Le point de vue de Bruno Génini

 

Le directeur du festival BD Boum à Blois réagit à la marche des auteurs du festival d’Angoulême.

 

La Renaissance du Loir-et-Cher : que pensez-vous de ce qui s’est passé ce week-end à Angoulême ?
Bruno Génini : Depuis quelques mois les auteurs se mobilisent. On est solidaires avec eux. Au festival de BD de Saint-Malo (Quai des bulles, 10-12 octobre derniers), il y a déjà eu un débrayage des auteurs. Le président de l’association BD Boum, Jean-Pierre Baron, avait assisté à leur rencontre. Mais le dialogue était encore ouvert avec la ministre Fleur Pellerin, qui venait d’arriver. Du coup à BD Boum ils n’avaient pas fait d’action. On avait cependant laissé la parole au SNAC BD lors de l’inauguration.

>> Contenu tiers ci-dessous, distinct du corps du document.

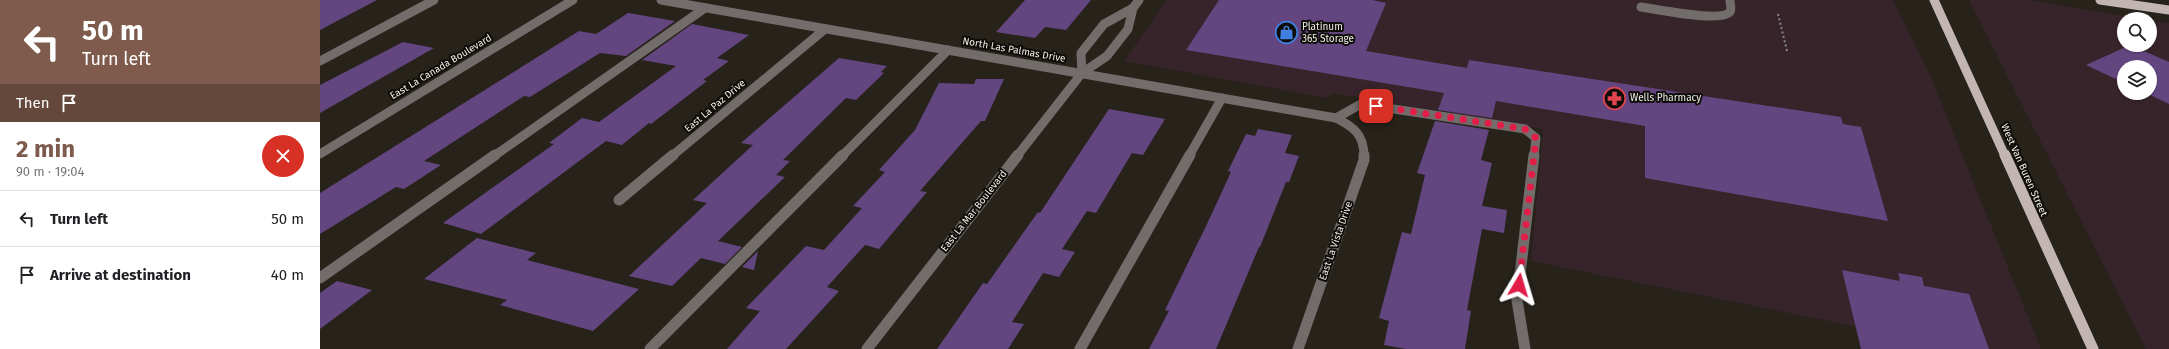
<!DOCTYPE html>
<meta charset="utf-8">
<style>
body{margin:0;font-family:"Fira Sans",sans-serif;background:#f6f6f6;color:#202124;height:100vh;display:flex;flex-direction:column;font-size:15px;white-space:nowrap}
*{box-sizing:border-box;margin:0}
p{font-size:13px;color:#757577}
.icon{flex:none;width:22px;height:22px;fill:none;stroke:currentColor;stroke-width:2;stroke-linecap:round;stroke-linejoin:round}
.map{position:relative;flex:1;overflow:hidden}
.side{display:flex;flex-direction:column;background:#fff;width:320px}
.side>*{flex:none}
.banner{background:#7e5b4c;color:#fff;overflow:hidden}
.fabs{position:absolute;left:1797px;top:12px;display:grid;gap:8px}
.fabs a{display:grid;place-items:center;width:40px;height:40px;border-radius:50%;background:#fff;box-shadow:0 1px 3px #0004;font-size:20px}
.pin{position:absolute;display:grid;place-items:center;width:34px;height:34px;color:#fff;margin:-17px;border-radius:8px;box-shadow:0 2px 6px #0006}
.me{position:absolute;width:44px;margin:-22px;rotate:7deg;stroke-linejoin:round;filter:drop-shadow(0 0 3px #0008)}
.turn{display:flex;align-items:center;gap:14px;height:84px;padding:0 16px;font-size:18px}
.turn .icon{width:52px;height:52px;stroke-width:2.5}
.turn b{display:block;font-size:28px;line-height:34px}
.then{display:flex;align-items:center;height:38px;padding:0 16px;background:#0003;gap:8px;font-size:15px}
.round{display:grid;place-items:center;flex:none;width:42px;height:42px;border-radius:21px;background:#f6f6f6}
.headline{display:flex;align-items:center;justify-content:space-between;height:68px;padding:0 16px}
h1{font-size:24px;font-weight:700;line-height:30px;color:#7e5b4c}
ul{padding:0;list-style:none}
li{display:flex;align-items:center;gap:12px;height:56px;padding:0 16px;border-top:1px solid #e0e0e0}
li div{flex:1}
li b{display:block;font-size:15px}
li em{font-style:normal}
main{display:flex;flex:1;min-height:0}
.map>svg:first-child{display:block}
</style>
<main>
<section class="side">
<div class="banner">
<div class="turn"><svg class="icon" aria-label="left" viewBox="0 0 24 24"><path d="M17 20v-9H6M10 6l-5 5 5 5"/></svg><div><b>50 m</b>Turn left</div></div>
<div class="then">Then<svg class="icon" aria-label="arrive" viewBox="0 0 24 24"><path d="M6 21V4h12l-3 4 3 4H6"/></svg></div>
</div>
<div class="headline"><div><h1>2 min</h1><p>90 m · 19:04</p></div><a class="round" style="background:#d93025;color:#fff"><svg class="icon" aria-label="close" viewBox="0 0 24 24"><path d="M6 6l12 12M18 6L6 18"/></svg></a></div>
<ul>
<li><svg class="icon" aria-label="left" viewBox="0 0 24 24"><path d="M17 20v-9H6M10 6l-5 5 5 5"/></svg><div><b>Turn left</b></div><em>50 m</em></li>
<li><svg class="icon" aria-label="arrive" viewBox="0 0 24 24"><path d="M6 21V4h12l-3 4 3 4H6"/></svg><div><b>Arrive at destination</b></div><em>40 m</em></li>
</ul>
</section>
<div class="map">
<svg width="1849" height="349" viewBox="0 0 1849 349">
<rect width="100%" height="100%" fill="#27231a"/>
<!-- commercial -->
<g fill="#37242a" fill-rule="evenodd">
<path d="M 847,0 L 1573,0 L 1610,75 L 1721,349 L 1649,349 L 1211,261 L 1223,129 L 1012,93 L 1008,98 L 804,61 Z"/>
<path d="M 1649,0 L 1710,0 L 1819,19 L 1804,19 L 1804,45 L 1830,45 L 1830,21 L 1849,23 L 1849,349 L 1826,349 ZM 1804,67 L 1830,67 L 1830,93 L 1804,93 Z"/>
</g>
<!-- building -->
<g fill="#634580">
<path d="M 0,0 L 57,0 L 0,30 Z"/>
<path d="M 705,0 L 771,0 L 746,30 L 725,27 L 715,38 L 676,32 Z"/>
<path d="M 899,0 L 1052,0 L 1066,3 L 1046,51 L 1147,68 L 1149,60 L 1521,117 L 1523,124 L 1541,127 L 1568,221 L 1325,178 L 1325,126 L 1176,101 L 1172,118 L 1118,110 L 1124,93 L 866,50 Z"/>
<path d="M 308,13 L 355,21 L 306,56 L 280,53 L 210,97 L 204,96 L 104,161 L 121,165 L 84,189 L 76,187 L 0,234 L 0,193 L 259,31 L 276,34 Z"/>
<path d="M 372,24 L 429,35 L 397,58 L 409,61 L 383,80 L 387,81 L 331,124 L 329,123 L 302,145 L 286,141 L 161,234 L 123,223 L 234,144 L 229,143 L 262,118 L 279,122 L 356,66 L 322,60 Z"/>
<path d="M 83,42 L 114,48 L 0,113 L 0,85 Z"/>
<path d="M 1810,45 L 1849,62 L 1849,104 L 1826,93 L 1830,93 L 1830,67 L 1804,67 L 1804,83 L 1766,65 Z"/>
<path d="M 519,58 L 567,66 L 561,72 L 564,73 L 536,100 L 526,98 L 463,160 L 470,161 L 456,175 L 465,177 L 398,241 L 422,247 L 405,264 L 381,258 L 352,286 L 309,276 L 387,203 L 373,200 L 433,145 L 421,143 Z"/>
<path d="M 656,79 L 684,79 L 665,121 L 661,121 L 600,191 L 607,192 L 559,249 L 545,245 L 507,287 L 519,291 L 466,349 L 407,349 L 440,311 L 426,308 L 486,246 L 504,250 L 542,208 L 533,206 L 565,172 L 559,170 L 595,130 L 619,83 L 654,84 Z"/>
<path d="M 789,109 L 845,119 L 823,155 L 812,153 L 776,213 L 767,211 L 742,249 L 755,252 L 739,277 L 723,273 L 692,322 L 704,324 L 688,349 L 617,349 L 663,283 L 667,284 L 718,212 L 720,213 Z"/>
<path d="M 1115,121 L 1169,130 L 1161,160 L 1172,163 L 1162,206 L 1187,210 L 1184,233 L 1162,229 L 1147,310 L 1151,311 L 1145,349 L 1086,349 L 1064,345 L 1069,321 L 1059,318 L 1082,232 L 1091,234 L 1105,175 L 1097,173 Z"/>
<path d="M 938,129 L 972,135 L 965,153 L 979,156 L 969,182 L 966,182 L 940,247 L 939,247 L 896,349 L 829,349 L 849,311 L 845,310 L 887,224 L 911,172 L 908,171 L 926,134 L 935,136 Z"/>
<path d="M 157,238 L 216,253 L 207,260 L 319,289 L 273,331 L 180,305 L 187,300 L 104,279 Z"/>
<path d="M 438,251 L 434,270 L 422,267 Z"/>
<path d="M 1522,270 L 1580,281 L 1578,273 L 1602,277 L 1604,286 L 1649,294 L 1669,349 L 1541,349 Z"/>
<path d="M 17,281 L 52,290 L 0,329 L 0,293 Z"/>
</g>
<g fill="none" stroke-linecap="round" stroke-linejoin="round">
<!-- path -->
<path stroke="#8b8880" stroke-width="2" stroke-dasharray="2 2.5" stroke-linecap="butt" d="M 1458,14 L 1467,51"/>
<!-- minor-far1 -->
<g stroke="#726c6b" stroke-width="9">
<path d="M 341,0 L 1016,118 C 1034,127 1044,135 1044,156"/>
<path d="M 1321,7 C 1336,9 1400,23 1410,12 C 1412,9 1410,4 1410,0"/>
<path d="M 0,61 L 114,0"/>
<path d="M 762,73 L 761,53 L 784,24 L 813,8 L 819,0"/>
<path d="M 1016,118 L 1041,104 L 1205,129 L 1216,138 L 1214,156"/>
<path d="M 0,154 L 253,0"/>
<path d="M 174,156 L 385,8"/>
<path d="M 352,156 L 505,29"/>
<path d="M 522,156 L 628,50"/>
<path d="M 697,156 L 762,73 L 787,56 L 808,29 L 813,8"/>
<path d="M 869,156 L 902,98"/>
</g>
<!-- minor -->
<g stroke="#726c6b" stroke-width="11">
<path d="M 299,200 L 353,155"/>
<path d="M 0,278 L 175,155"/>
<path d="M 330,349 L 523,155"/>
<path d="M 547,349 L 698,155"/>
<path d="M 760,349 L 870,155"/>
<path d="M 978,349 L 1044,160 L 1044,155"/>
<path d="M 1205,349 L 1197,300 L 1214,155"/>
</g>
<!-- major-far1 -->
<g stroke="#c2b5b4" stroke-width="9">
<path d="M 1614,0 L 1685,156"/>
<path d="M 1780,0 L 1849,10"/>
</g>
<!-- major -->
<path stroke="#c2b5b4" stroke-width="11" d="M 1685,155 L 1773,349"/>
</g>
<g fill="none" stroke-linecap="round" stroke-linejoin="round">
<!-- route -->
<path stroke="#e11d48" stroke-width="7" stroke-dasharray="0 12.6" d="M 1056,106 L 1205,129 L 1216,138 L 1199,285"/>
</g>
<!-- icons -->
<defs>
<symbol id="shop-ring" viewBox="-11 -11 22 22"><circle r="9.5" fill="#0e0c08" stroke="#3f7fe0" stroke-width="1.5"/><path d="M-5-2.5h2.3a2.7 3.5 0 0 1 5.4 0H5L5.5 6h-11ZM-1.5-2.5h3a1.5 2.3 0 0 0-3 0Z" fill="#3f7fe0"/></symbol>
<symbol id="pharmacy-ring" viewBox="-11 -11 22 22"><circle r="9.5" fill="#0e0c08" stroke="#e0444e" stroke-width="1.5"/><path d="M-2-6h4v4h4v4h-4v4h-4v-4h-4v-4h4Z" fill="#e0444e"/></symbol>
</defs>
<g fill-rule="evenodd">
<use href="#shop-ring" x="954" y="20" width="25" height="25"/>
<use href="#pharmacy-ring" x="1282" y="86" width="25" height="25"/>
</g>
<g text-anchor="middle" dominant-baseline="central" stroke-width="4" stroke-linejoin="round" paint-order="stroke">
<!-- poi labels -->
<g font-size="10" fill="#f1eee7" stroke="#0e0c08" text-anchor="start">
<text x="982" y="27">Platinum<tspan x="982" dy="12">365 Storage</tspan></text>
<text x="1310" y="98">Wells Pharmacy</text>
</g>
<!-- street labels -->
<g font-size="10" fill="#f1eee7" stroke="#0e0c08">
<text transform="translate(694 50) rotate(10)">North Las Palmas Drive</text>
<text transform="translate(121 67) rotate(-31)">East La Canada Boulevard</text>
<text transform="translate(395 106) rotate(-40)">East La Paz Drive</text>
<text transform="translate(1704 170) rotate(66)">West Van Buren Street</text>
<text transform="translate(654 211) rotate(-52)">East La Mar Boulevard</text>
<text transform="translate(1016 241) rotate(-71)">East La Vista Drive</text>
</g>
</g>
</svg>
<div class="fabs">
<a><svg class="icon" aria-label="search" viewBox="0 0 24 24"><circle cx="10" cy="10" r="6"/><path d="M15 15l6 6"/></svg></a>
<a><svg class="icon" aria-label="layers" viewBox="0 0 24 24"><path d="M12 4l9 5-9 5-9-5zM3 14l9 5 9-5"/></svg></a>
</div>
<div class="pin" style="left:1056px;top:106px;background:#d93025"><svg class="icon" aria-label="arrive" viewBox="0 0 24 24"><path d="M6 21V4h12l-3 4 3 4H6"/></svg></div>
<svg class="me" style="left:1199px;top:285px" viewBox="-20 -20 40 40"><path d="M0-17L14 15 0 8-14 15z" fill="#e11d48" stroke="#fff" stroke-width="4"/></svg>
</div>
</main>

LRLC : Où est le problème selon vous ?
B.G : Le secteur de l’édition de bandes dessinées est très concurrentiel, et c’est la loi des plus forts. Delcourt a racheté Soleil. Paquet a racheté Proust. Glénat s’est offert Vents d’Ouest. Dargaud-Dupuis-Lombard forment un seul et même groupe. C’est la course à l’échalote. Il y a trop de sorties, trop d’offre et beaucoup d'albums se retrouvent au pilon sans presque avoir eu le temps de se défendre chez les libraires. Une planche qui se vendait entre 300 et 400 € jusqu’à une période récente se vend désormais 150 €. Or un auteur, pour exister, il faut qu’il soit publié. Les éditeurs fonctionnent par coups. Ils sortent plein d’albums, et voient ce qui marche ou pas. Si ça ne marche pas tant pis, si ça marche, tant mieux. Pour un auteur, dans ce contexte, ça devient difficile de négocier. Après, il faut aussi remarquer que des éditeurs plus petits travaillent de manière plus conventionnel, à l’ancienne si j’ose dire. C’est mieux pour les auteurs.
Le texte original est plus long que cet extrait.